SDS/PAGE and Immunoblotting.
For SDS-polyacrylamide gel electrophoresis (SDS/PAGE) sample preparation, bacteria were grown in SS media and harvested by centrifugation at 10,000 × g at 4 °C for 10 min. Supernatants containing secreted proteins were filtered through 0.2-µm membranes and then precipitated with 15% (vol/vol) trichloroacetic acid (TCA) for 1 h on ice. Samples were centrifuged at 15,000 × g for 15 min at 4 °C, TCA was removed, and pellets were resuspended in 1× SDS-loading dye with 25 mM freshly prepared DTT. To neutralize the acidic pH of the samples, a few crystals of Tris-base were added. Protein pellets (normalized to culture OD600) were dissolved by shaking for 30 min at room temperature, or boiled for 10 min, before fractionation on various fixed percentage or gradient precast SDS-polyacrylamide gels (Bio-Rad). After electrophoresis, proteins were stained with Coomassie or transferred onto poly(vinylidene difluoride) (PVDF) membranes (Immobilon P; EMD Millipore) using a semidry blot apparatus. BvgA and BvgS were detected using polyclonal mouse sera at dilutions of 1:1,000 (43).
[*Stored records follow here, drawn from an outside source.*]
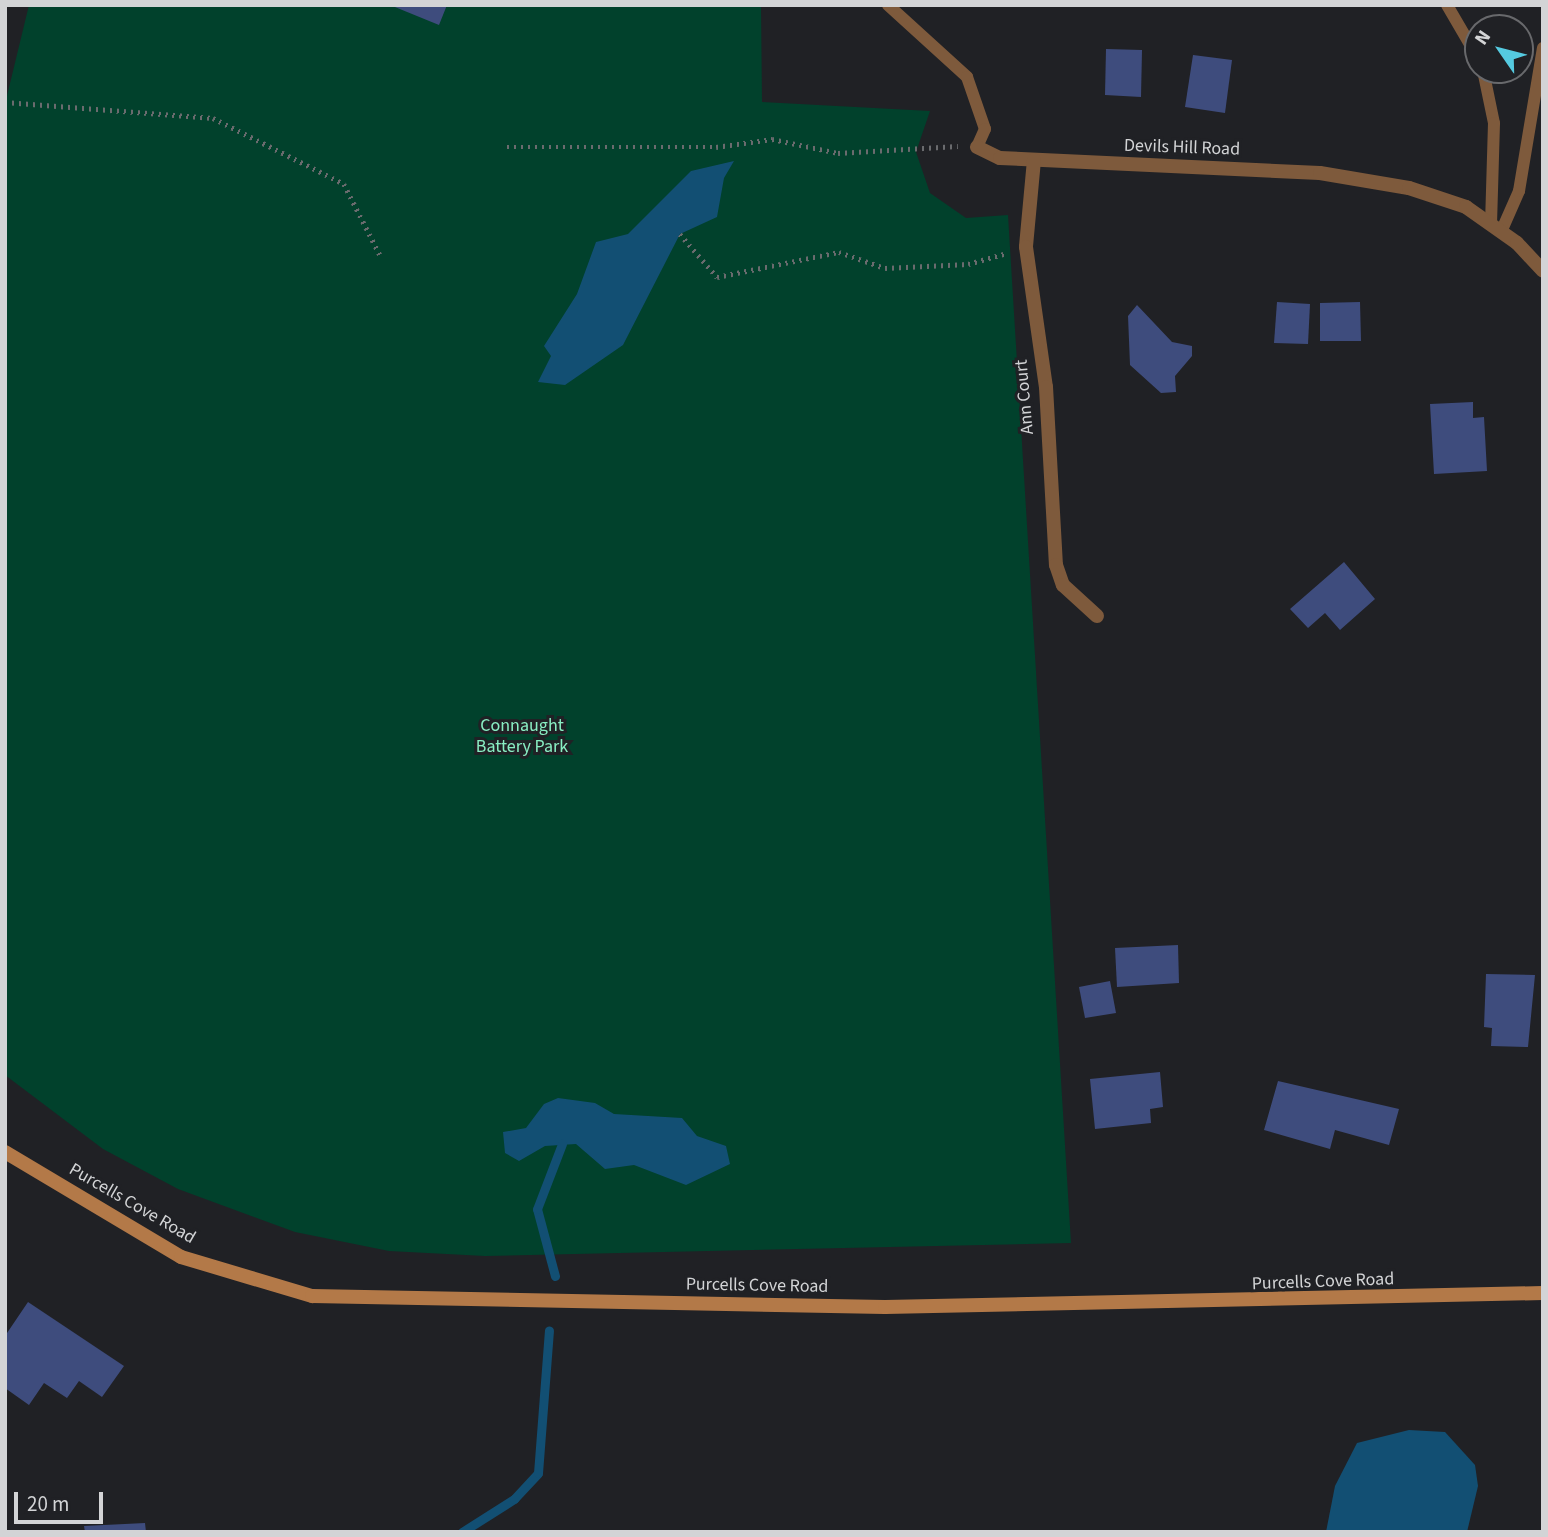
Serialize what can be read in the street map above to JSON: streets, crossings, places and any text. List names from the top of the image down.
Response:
{
  "streets": {
    "main road": ["Purcells Cove Road"],
    "street": ["Devils Hill Road", "Ann Court"]
  },
  "crossings": [
    ["Devils Hill Road", "Ann Court"]
  ],
  "parks": ["Connaught Battery Park"],
  "scale_bar": "20 m",
  "north": "top left"
}
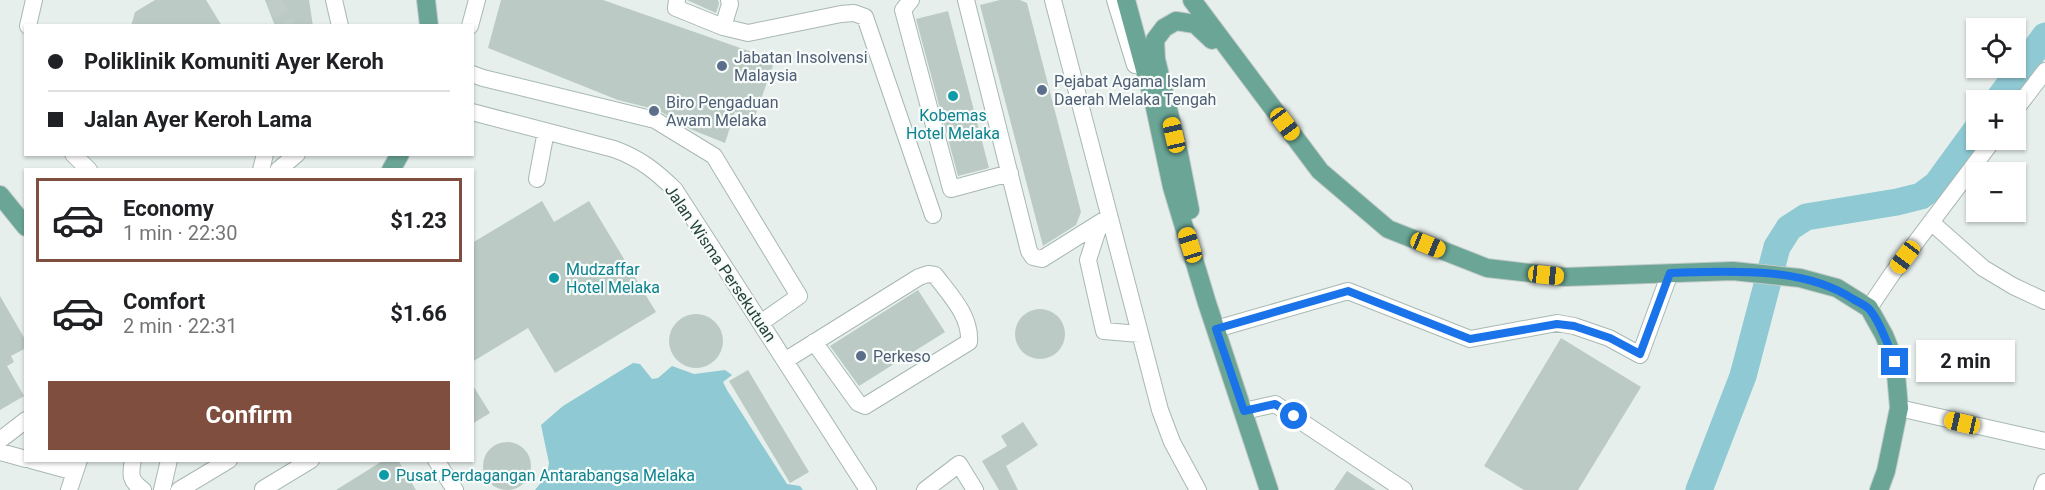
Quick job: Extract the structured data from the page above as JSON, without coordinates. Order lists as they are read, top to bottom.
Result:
{
  "streets": {
    "street": ["Jalan Wisma Persekutuan"]
  },
  "places": [
    "Jabatan Insolvensi Malaysia",
    "Pejabat Agama Islam Daerah Melaka Tengah",
    "Kobemas Hotel Melaka",
    "Biro Pengaduan Awam Melaka",
    "Mudzaffar Hotel Melaka",
    "Perkeso",
    "Pusat Perdagangan Antarabangsa Melaka"
  ],
  "page": {
    "map_buttons": ["+", "−"],
    "banner": ["Poliklinik Komuniti Ayer Keroh", "Jalan Ayer Keroh Lama"],
    "list": [
      {
        "name": "Economy",
        "note": "1 min · 22:30",
        "value": "$1.23"
      },
      {
        "name": "Comfort",
        "note": "2 min · 22:31",
        "value": "$1.66"
      }
    ],
    "bubble": "2 min",
    "buttons": "Confirm"
  }
}
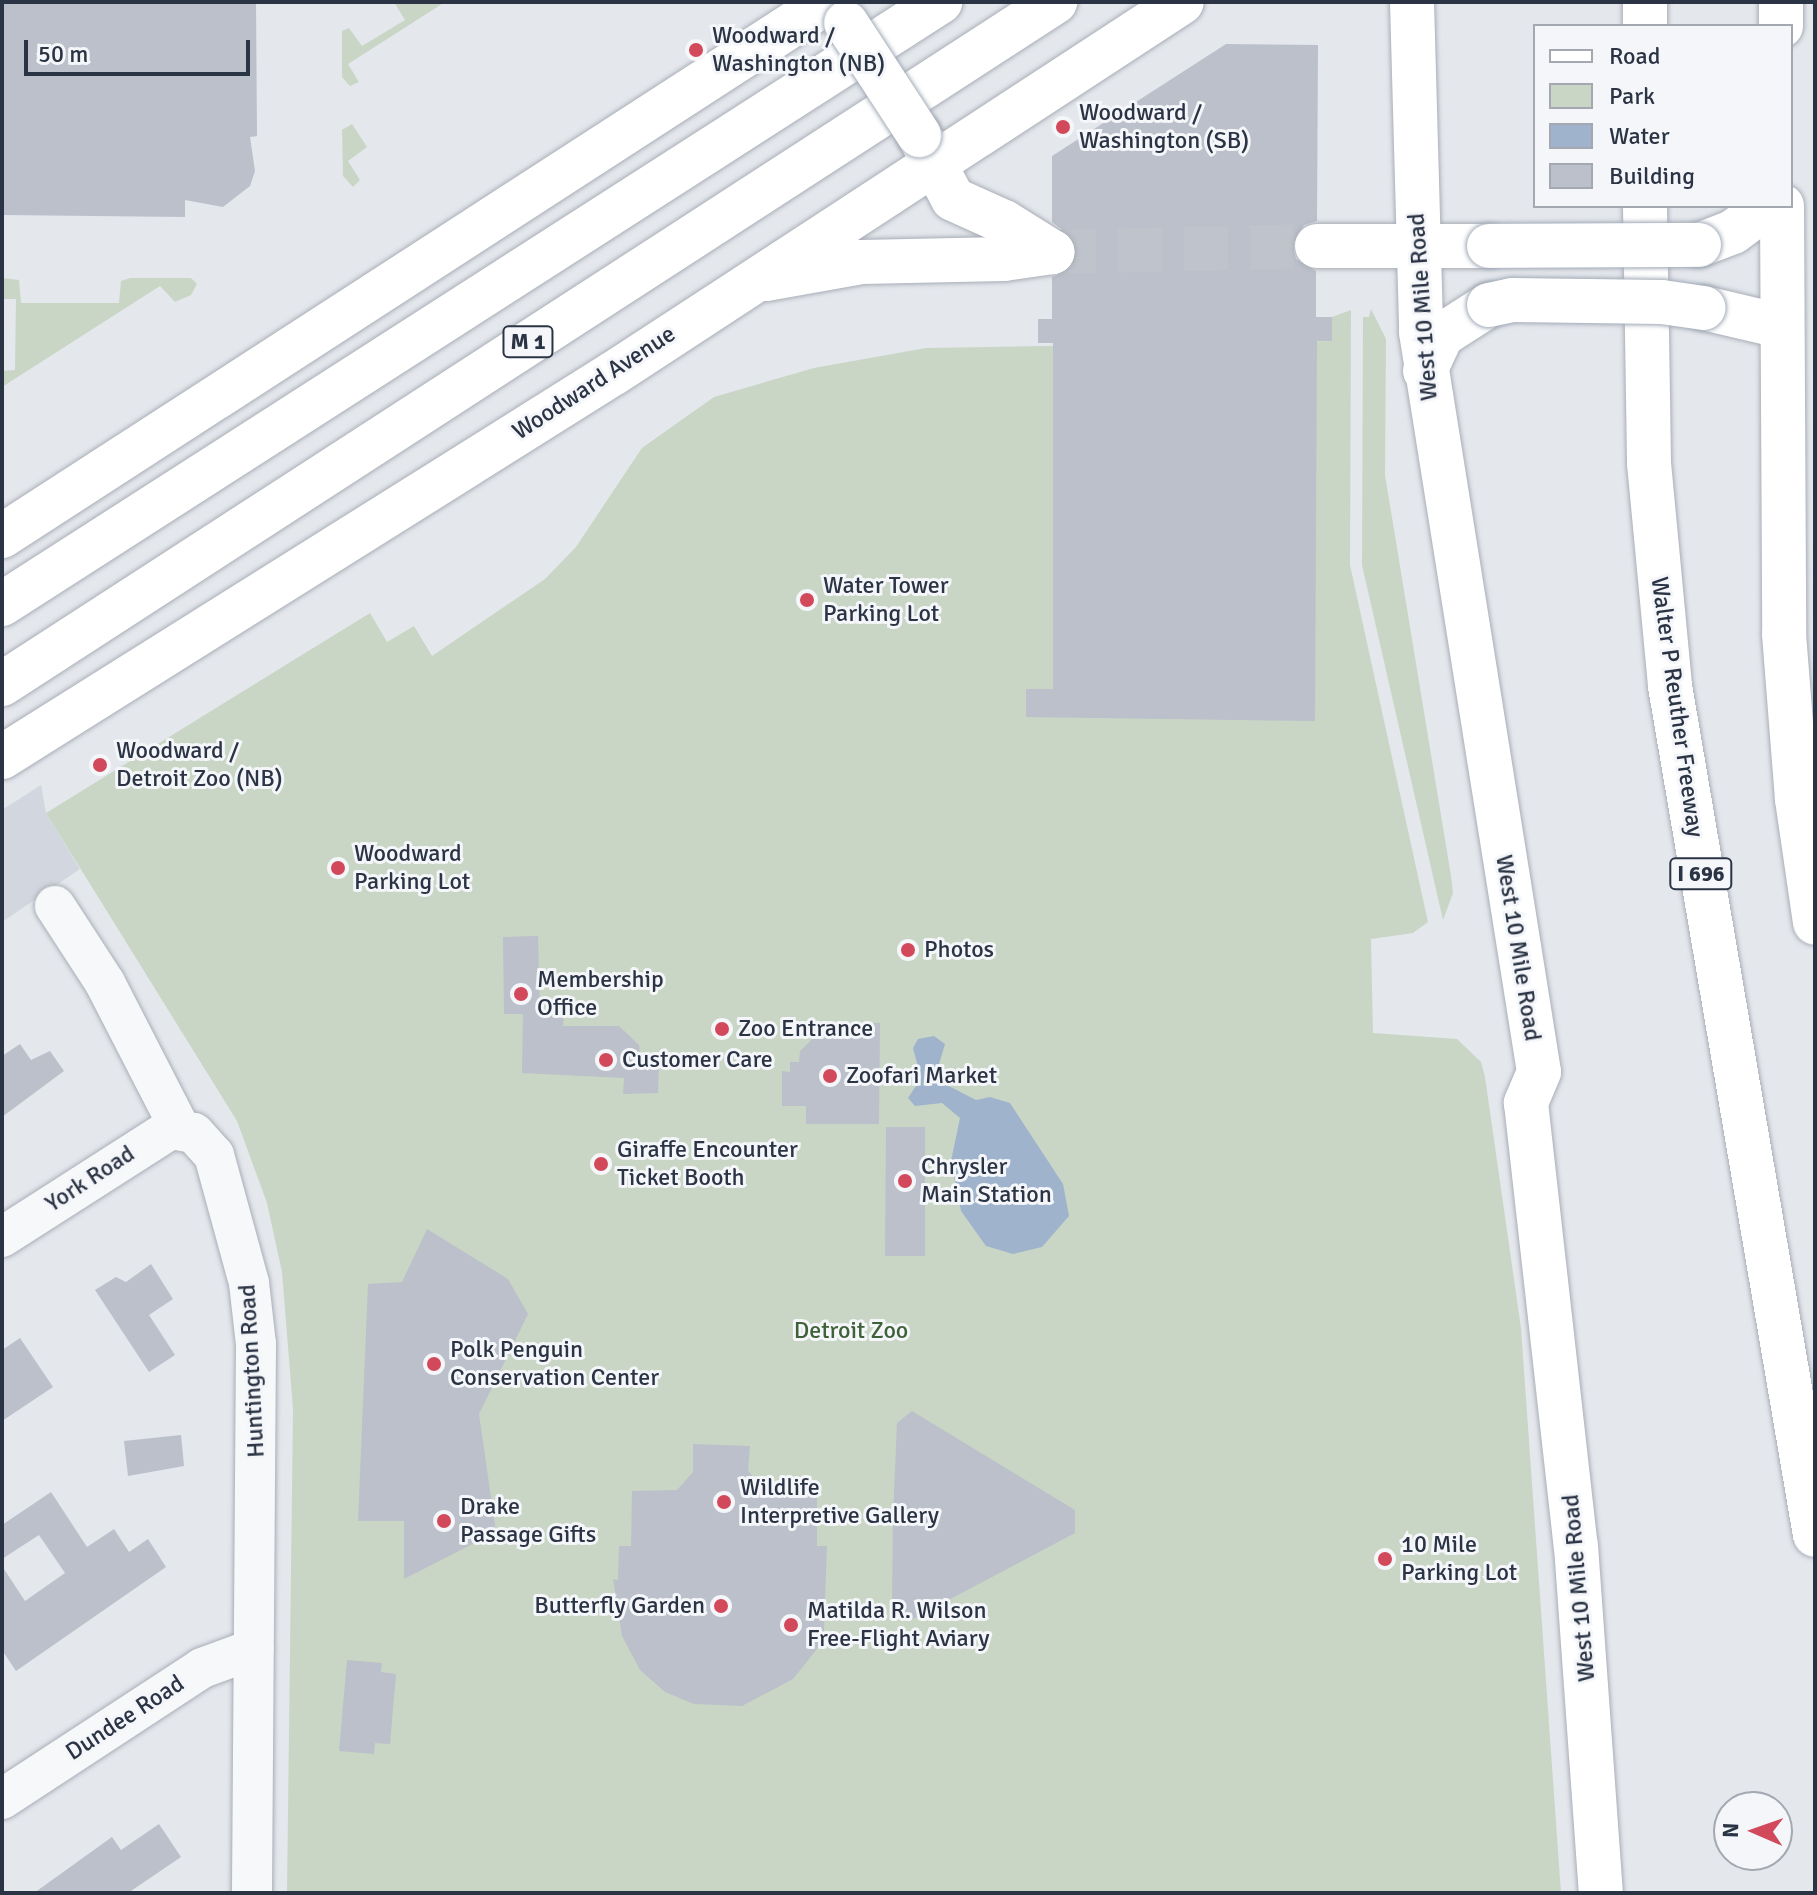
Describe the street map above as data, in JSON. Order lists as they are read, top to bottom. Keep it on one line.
{"streets":{"main road":["West 10 Mile Road","M 1","Woodward Avenue","Walter P Reuther Freeway","I 696"],"street":["York Road","Huntington Road","Dundee Road"]},"crossings":[["York Road","Huntington Road"],["Huntington Road","Dundee Road"]],"parks":["Detroit Zoo"],"places":["Woodward / Washington (NB)","Woodward / Washington (SB)","Water Tower Parking Lot","Woodward / Detroit Zoo (NB)","Woodward Parking Lot","Photos","Membership Office","Zoo Entrance","Customer Care","Zoofari Market","Giraffe Encounter Ticket Booth","Chrysler Main Station","Polk Penguin Conservation Center","Wildlife Interpretive Gallery","Drake Passage Gifts","10 Mile Parking Lot","Butterfly Garden","Matilda R. Wilson Free-Flight Aviary"],"legend":["Road","Park","Water","Building"],"scale_bar":"50 m","north":"left"}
Pertactin (Prn) was probed using monoclonal mouse antibody at a dilution of 1:1,000 (46). Bsp22 was detected using polyclonal mouse serum at a dilution of 1:10,000 (25). HA-tags were detected using monoclonal mouse (HA.11) antibody at a dilution of 1:5,000 (Covance). CyaA was probed using monoclonal mouse antibody (9D4) at a dilution of 1:1,000 (Santa Cruz Biotechnology). FHA (FhaB) was probed using polyclonal rabbit serum at a dilution of 1:10,000 (12). Immunodetection was carried out by chemifluorescence using horseradish peroxidase-labeled goat anti-mouse IgG and the ECL plus detection substrate (GE Healthcare). Chemifluorescent signals were visualized using a Typhoon scanner (GE Healthcare).
Allelic Exchange.
Unmarked, in-frame deletions were introduced into btrA in B. bronchiseptica RB50 and derivatives by allelic exchange as described by Yuk et al. (14), using the pRE112-based suicide plasmid pUAB60, and btrA-HA (hemagglutinin epitope tagged) strains were constructed using suicide plasmid pUAB80 (Table S1). Unmarked, in-frame deletions were introduced into B. pertussis Bp536 by allelic exchange as described (44), using pUAB163, pUAB185, or pUAB198 to exchange ∆btrA, ∆bteA, or ∆bscN mutations, respectively. btrA deletion in clinical B. pertussis isolates was introduced by allelic exchange using the pSS4245-based plasmid pUAB146 as described by Inatsuka et al. (47).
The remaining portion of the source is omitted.